That's from Lee Scott, who is commenting on Wal-Mart's plans to promote "compact fluorescent lamps" ... whether we want them or not!
This is a tough sell -- consumers think the bulbs are expensive (it's true that the initial cost is higher, but the operating costs are much lower) and ugly (I think they are sort of snazzy) -- so Wal-Mart has pursued a new strategy:
But to reach 100 million, Wal-Mart has to do much more — and that, executives concede, is where the biggest challenges rest. In the fall, the company began reaching out to competing retailers, Internet companies and even filmmakers.
The goal was to turn its sales campaign into a broader cultural movement.
One proposal, headed by Lawrence Bender, who produced Al Gore' s 2006 documentary, "An Inconvenient Truth," is to create a Web site that would track sales of compact fluorescent bulbs at major retailers like Walgreen's and Target.
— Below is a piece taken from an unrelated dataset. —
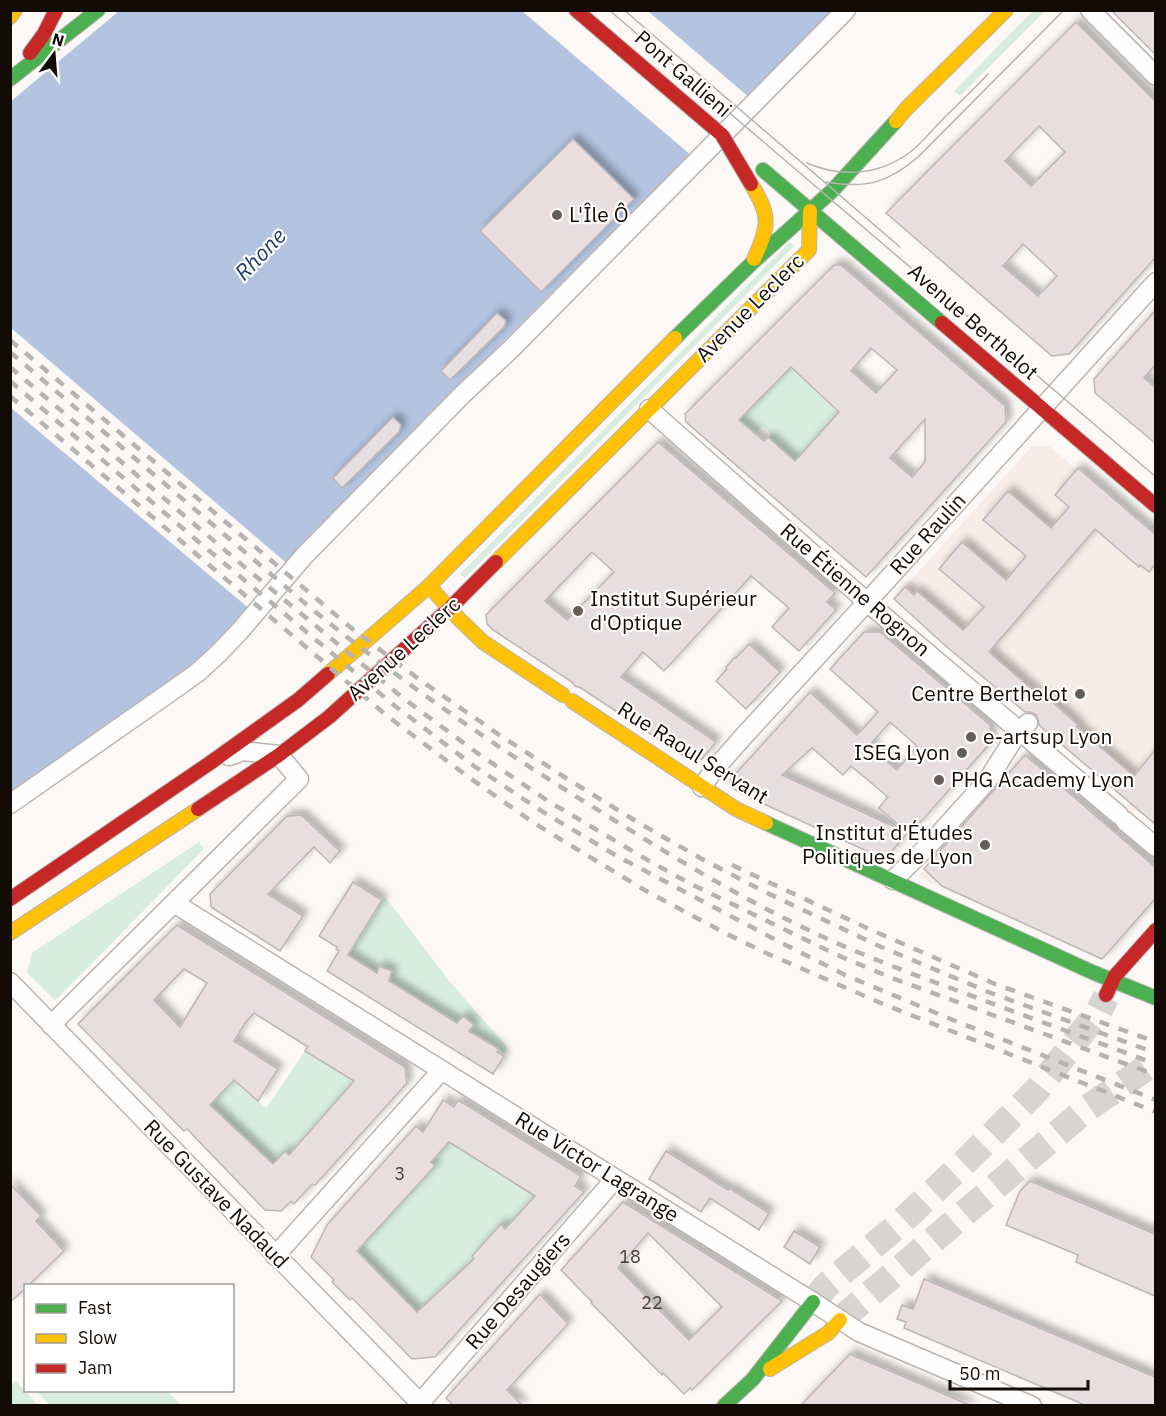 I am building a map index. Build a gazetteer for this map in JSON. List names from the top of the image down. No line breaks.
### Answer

The result would be a real-time map, with data collected by a third party, showing how much Americans have saved by using the energy-efficient bulbs.
[Andy Ruben, Wal-Mart’s vice president for strategy and sustainability,] said such a map "helps consumers see this as something bigger than buying a bulb."
At the same time, Google and Yahoo are in talks with Wal-Mart about how to use their search engines to promote the bulbs.
But Home Depot and Lowe's balked at the idea of cooperating with their larger rival. "We don't think we need an organization like that to sell more CFLs," said Ron Jarvis, the vice president of environmental innovation at Home Depot, using the bulb’s industry nickname.
Notice that the Wal-Mart spokesman is "vice president for strategy and sustainability." This is an interesting strategic gambit for Wal-Mart. The potential payoff lies not only, or even primarily, in selling more light bulbs -- after all, Wal-Mart was selling plenty of light bulbs without this new initiative -- but in improving its public image, thus paving the way for the growth that has become so challenging of late. Will this sort of instrumental social responsibility carry the day with Wal-Mart's critics? Or must we have the sense that a company's convictions transcend market forces?